Maar is het haalbaar?
“Als ik kijk naar het verleden denk ik van wel. In 1980 bouwde we 100.000 woningen per jaar en op het dieptepunt van de recessie een paar jaar later hadden we de woningproductie opgeschroefd naar 120.000 per jaar. Met een goede grondpolitiek en het behandelen van woningcorporaties als oplossing in plaats van als probleem én niet te vergeten voldoende goede vakmensen moet het lukken. We moeten zowel in de stad als in steden buiten de randstad binnenstedelijk verdichten.“
Maar in de stad is toch niet genoeg ruimte?
“Als we realistisch zijn, heb je ook wel uitleglocaties nodig. Dat kunnen kleine snippers grond zijn, maar op sommige plekken zal je landbouwgrond moeten opofferen voor de woningbouw. Dat is wel een keuze die we met terughoudendheid moeten maken.”
Voor wie kiezen jullie eigenlijk niet op de woningmarkt?

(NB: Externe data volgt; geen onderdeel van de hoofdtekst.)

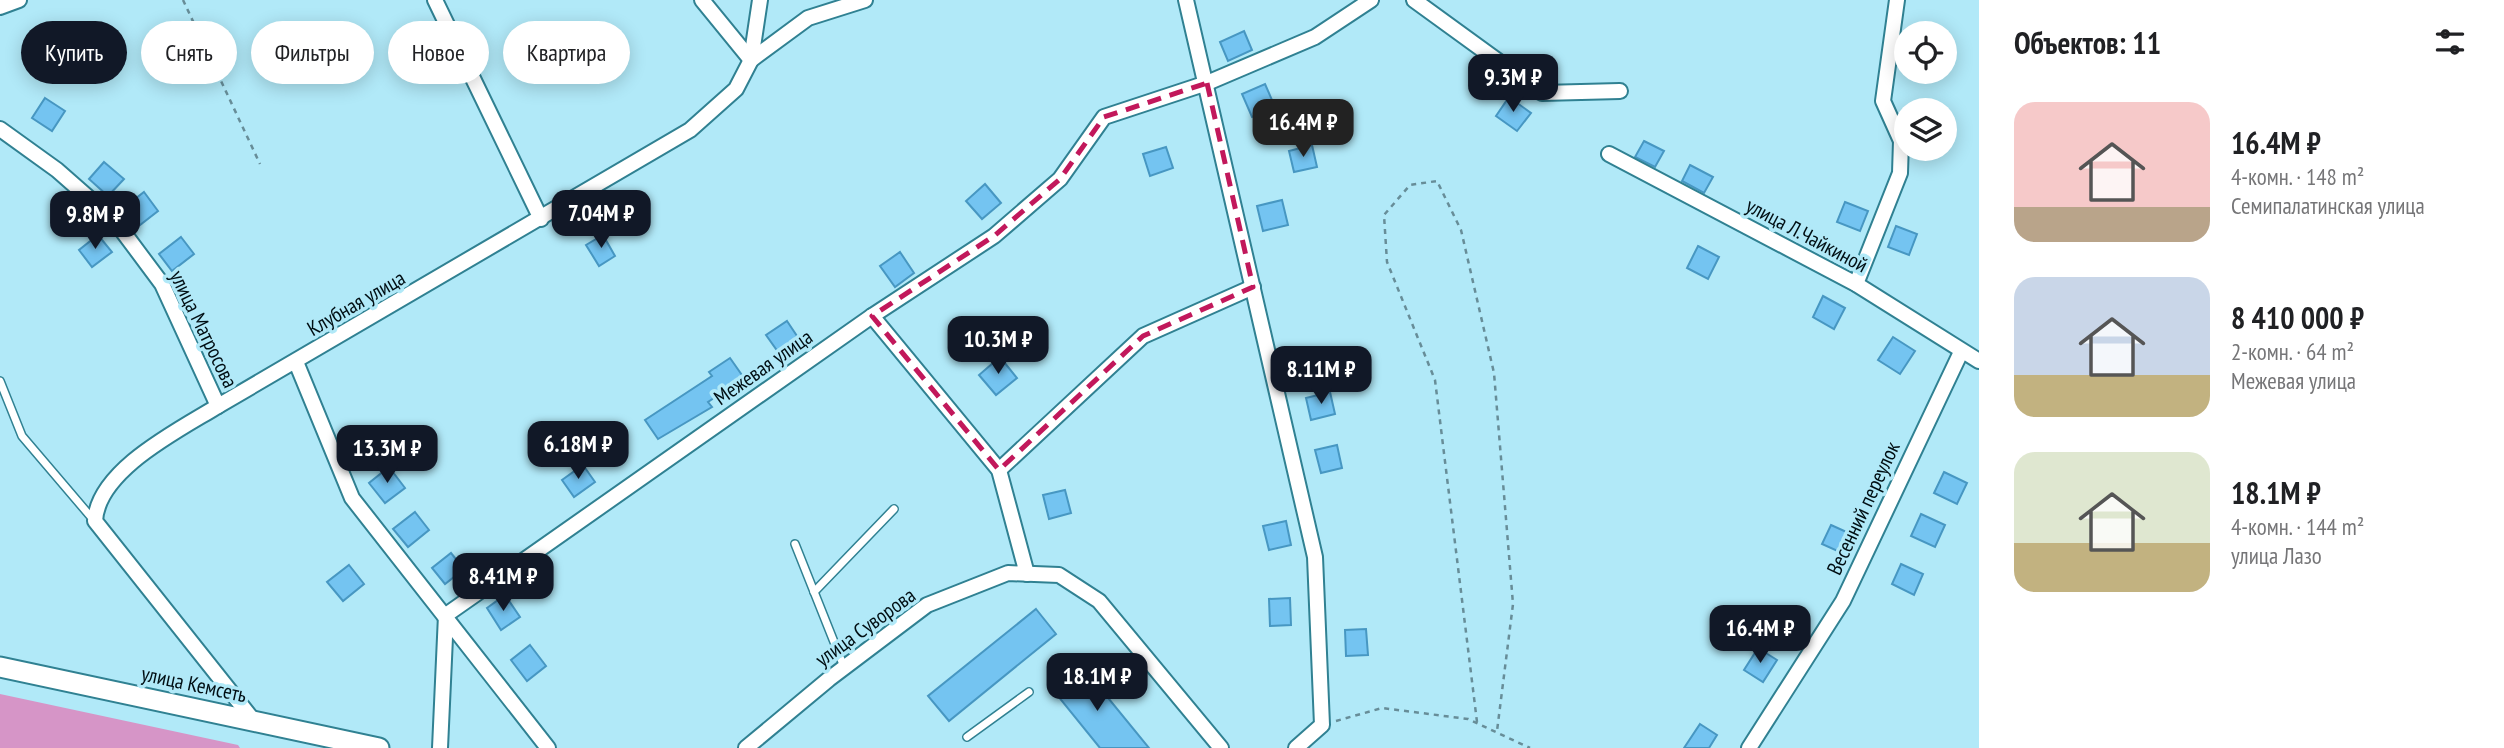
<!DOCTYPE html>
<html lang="ru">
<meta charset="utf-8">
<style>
:root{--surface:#fff;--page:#f6f6f6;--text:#202124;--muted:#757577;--accent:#111827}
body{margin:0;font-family:"PT Sans Narrow",sans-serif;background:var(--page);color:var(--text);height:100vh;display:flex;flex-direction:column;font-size:26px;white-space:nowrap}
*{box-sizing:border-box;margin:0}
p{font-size:23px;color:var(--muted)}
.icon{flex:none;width:38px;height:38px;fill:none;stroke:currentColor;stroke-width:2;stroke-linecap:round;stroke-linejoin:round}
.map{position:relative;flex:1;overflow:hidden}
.drawer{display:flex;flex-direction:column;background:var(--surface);width:525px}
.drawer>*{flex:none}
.hud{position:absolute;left:21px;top:21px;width:665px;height:63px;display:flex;gap:14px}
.buttons{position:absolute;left:1894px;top:21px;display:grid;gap:14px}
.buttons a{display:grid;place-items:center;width:63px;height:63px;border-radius:50%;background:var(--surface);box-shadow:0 4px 18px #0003;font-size:35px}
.price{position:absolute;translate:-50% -60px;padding:0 16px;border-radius:14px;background:var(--accent);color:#fff;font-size:23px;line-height:46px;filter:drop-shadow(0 2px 4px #0008)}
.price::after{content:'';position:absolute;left:50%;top:42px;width:21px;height:16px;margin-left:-10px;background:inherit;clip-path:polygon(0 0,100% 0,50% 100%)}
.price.active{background:#222;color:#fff}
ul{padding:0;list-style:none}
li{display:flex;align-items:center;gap:21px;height:175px;padding:0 35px}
li span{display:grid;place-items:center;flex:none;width:196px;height:140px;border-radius:21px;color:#555}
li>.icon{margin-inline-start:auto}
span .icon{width:84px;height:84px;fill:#fffc;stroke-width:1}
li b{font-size:30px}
h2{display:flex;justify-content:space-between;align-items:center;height:84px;padding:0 35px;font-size:30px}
.tag{padding:0 24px;border-radius:32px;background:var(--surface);box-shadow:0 4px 18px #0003;font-size:24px;line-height:63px}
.tag.active{background:var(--accent);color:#fff}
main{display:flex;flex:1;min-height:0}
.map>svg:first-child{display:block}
.forest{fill:#d695c7}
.building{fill:#74c4f1;stroke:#4797c2;stroke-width:2}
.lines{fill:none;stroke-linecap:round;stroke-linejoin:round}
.lane-casing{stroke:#308192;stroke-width:10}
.street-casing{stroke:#308192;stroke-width:18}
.secondary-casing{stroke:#308192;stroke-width:23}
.path{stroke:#678d98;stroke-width:2.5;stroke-dasharray:5 5;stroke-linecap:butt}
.lane{stroke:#fff;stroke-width:7}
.street{stroke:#fff;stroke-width:14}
.secondary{stroke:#fff;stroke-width:19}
.marked{fill:none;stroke:#c2185b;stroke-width:5;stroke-dasharray:14 9;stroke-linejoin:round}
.labels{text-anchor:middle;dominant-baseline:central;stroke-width:7;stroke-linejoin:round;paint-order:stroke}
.street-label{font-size:21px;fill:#000e13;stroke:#b1e9f8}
</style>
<main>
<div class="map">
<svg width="1979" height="748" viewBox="0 0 1979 748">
<rect width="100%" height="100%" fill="#b1e9f8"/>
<path class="forest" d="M0 694 238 745 240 748H0Z"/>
<g class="building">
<path d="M1244 31 1252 50 1228 61 1220 42Z"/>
<path d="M1265 84 1275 107 1252 117 1242 94Z"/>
<path d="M1509 97 1531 113 1517 131 1496 116Z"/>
<path d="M45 98 65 111 52 131 32 118Z"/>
<path d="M1644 141 1664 151 1655 167 1635 157Z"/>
<path d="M1312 145 1317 167 1294 172 1289 151Z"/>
<path d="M1166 147 1173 168 1150 176 1143 154Z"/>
<path d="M104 162 124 179 108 196 89 179Z"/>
<path d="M1690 165 1713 177 1704 193 1682 181Z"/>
<path d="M985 184 1001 203 982 219 966 201Z"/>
<path d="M144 192 158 211 140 225 126 206Z"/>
<path d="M1282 200 1288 225 1263 231 1257 206Z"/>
<path d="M1845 202 1868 211 1860 231 1837 222Z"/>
<path d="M1896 226 1917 234 1909 255 1888 247Z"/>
<path d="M98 235 112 252 92 267 79 250Z"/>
<path d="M603 235 615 256 599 266 586 245Z"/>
<path d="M181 237 194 254 172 271 159 254Z"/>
<path d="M1698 246 1719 257 1708 279 1687 268Z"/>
<path d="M900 252 914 273 895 287 880 266Z"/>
<path d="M1823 296 1845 308 1834 329 1813 317Z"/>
<path d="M787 321 801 342 781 356 766 335Z"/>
<path d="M1893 337 1915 351 1900 374 1878 360Z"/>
<path d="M1000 357 1017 378 996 395 979 375Z"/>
<path d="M730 358 744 378 708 402 712 407 658 439 645 420 712 376 709 372Z"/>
<path d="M1330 392 1335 414 1311 420 1306 398Z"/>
<path d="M1337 445 1342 468 1321 473 1315 450Z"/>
<path d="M583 465 595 482 574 497 562 480Z"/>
<path d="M389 467 405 488 385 503 369 483Z"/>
<path d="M1944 472 1967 483 1957 504 1934 493Z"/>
<path d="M1065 490 1071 513 1049 519 1043 495Z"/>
<path d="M415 512 429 530 408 547 393 529Z"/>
<path d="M1921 514 1945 525 1935 547 1911 536Z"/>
<path d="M1286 521 1291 545 1269 550 1263 526Z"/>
<path d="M1831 525 1851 534 1842 553 1822 544Z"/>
<path d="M451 553 464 569 445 584 432 568Z"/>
<path d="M1901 564 1923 574 1914 595 1892 584Z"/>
<path d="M349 565 364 584 343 601 327 582Z"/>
<path d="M505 595 520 617 501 630 487 608Z"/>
<path d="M1290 598 1291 625 1270 626 1269 599Z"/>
<path d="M1036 609 1056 634 949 721 928 696Z"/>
<path d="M1366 629 1368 655 1346 656 1345 630Z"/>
<path d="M530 645 546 666 527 681 511 660Z"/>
<path d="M1758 648 1777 660 1763 682 1744 670Z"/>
<path d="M1082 666 1149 748H1100L1053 690Z"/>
<path d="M1700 724 1717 735 1709 748H1684Z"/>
</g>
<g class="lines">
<g class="lane-casing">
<g id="lane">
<path d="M0 381 22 436 91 517"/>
<path d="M795 544 844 667"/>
<path d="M814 592 894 509"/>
<path d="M967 737 1029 692"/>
</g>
</g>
<g class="street-casing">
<g id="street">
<path d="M435 0 541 219"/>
<path d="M702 0 751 60"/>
<path d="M1186 0 1315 557 1322 725 1296 748"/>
<path d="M1414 0 1542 93 1620 91"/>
<path d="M0 7 19 0"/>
<path d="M751 60 760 0"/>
<path d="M0 129 57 170 115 221 162 284 218 406"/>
<path d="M1609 154 1856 284 1979 361"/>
<path d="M1856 284 1900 173 1901 141 1883 101 1897 0"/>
<path d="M872 316 999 470 1027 574"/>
<path d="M296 362 352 498 548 748"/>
<path d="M999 470 1143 336 1253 287"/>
<path d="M253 720 95 521C98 470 179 430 218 406L690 130 736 89 751 60 808 18 865 0"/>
<path d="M440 748 446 615 872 316 994 236 1060 179 1104 117 1207 83 1315 37 1371 0"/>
<path d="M746 748 829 679 927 605 1008 573 1059 575 1099 601 1221 748"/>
<path d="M1749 748 1843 601 1961 352"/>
</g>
</g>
<g class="secondary-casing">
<path id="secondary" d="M0 667 379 748"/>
</g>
<g class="path">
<path d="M183 0 260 164"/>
<path d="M1336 721 1382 708 1468 719 1530 748"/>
<path d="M1477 722 1435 380 1387 262 1384 215 1410 185 1437 181 1461 230 1494 373 1513 604 1497 731"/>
</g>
<use href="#lane" class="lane"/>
<use href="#street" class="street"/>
<use href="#secondary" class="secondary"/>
</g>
<path class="marked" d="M1207 83 1253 287 1143 336 999 470 872 316 994 236 1060 179 1104 117Z"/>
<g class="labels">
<g class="street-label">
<text transform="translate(1807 235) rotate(28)">улица Л.Чайкиной</text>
<text transform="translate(356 303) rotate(-30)">Клубная улица</text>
<text transform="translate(204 329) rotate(64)">улица Матросова</text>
<text transform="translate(763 367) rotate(-35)">Межевая улица</text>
<text transform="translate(1863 508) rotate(-65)">Весенний переулок</text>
<text transform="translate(865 627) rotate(-36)">улица Суворова</text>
<text transform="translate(194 684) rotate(12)">улица Кемсеть</text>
</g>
</g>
</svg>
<div class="buttons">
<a><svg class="icon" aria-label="locate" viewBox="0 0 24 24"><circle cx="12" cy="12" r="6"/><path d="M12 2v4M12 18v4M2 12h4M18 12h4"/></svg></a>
<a><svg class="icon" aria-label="layers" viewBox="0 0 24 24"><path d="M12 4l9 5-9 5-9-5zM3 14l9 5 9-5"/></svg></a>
</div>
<b class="price" style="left:1513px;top:114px">9.3M ₽</b>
<b class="price active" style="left:1303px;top:159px">16.4M ₽</b>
<b class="price" style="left:601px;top:250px">7.04M ₽</b>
<b class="price" style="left:95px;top:251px">9.8M ₽</b>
<b class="price" style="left:998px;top:376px">10.3M ₽</b>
<b class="price" style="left:1321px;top:406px">8.11M ₽</b>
<b class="price" style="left:578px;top:481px">6.18M ₽</b>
<b class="price" style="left:387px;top:485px">13.3M ₽</b>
<b class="price" style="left:503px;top:613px">8.41M ₽</b>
<b class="price" style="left:1760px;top:665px">16.4M ₽</b>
<b class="price" style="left:1097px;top:713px">18.1M ₽</b>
<div class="hud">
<a class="tag active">Купить</a>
<a class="tag">Снять</a>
<a class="tag">Фильтры</a>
<a class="tag">Новое</a>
<a class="tag">Квартира</a>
</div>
</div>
<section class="drawer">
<h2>Объектов: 11<svg class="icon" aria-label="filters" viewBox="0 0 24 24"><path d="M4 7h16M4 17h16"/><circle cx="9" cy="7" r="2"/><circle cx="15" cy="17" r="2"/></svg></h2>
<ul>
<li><span style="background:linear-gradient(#f6c9c9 75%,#b9a48a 0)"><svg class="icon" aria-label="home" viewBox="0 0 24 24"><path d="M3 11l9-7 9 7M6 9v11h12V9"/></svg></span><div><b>16.4M ₽</b><p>4-комн. · 148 m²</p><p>Семипалатинская улица</p></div></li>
<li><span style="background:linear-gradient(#c9d6e8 70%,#c2b280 0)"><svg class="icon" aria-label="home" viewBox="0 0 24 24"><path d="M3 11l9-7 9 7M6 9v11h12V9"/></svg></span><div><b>8 410 000 ₽</b><p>2-комн. · 64 m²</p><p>Межевая улица</p></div></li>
<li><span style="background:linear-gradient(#dfe7d0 65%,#c2b280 0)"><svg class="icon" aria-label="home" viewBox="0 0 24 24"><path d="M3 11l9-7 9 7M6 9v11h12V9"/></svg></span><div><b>18.1M ₽</b><p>4-комн. · 144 m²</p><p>улица Лазо</p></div></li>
</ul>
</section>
</main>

“Het is geen ‘of of keuze’. Ik wil dat iedereen zich veilig en prettig voelt in z’n huis en buurt. Als ik dan toch een verliezer van onze plannen moet aanwijzen: de particuliere belegger gaat wat ons betreft minder aan huizen verdienen. Bestaande koopwoningen zijn niet om in te beleggen. Wel om in te wonen.”
Dus u strijdt voor iedereen op de woningmarkt behalve beleggers?
“Ja, wij hebben weinig compassie voor het businessmodel van mensen als Wybren van Haga en dan noem ik Prins Bernhard maar niet want die is al geclaimd door een andere partij.”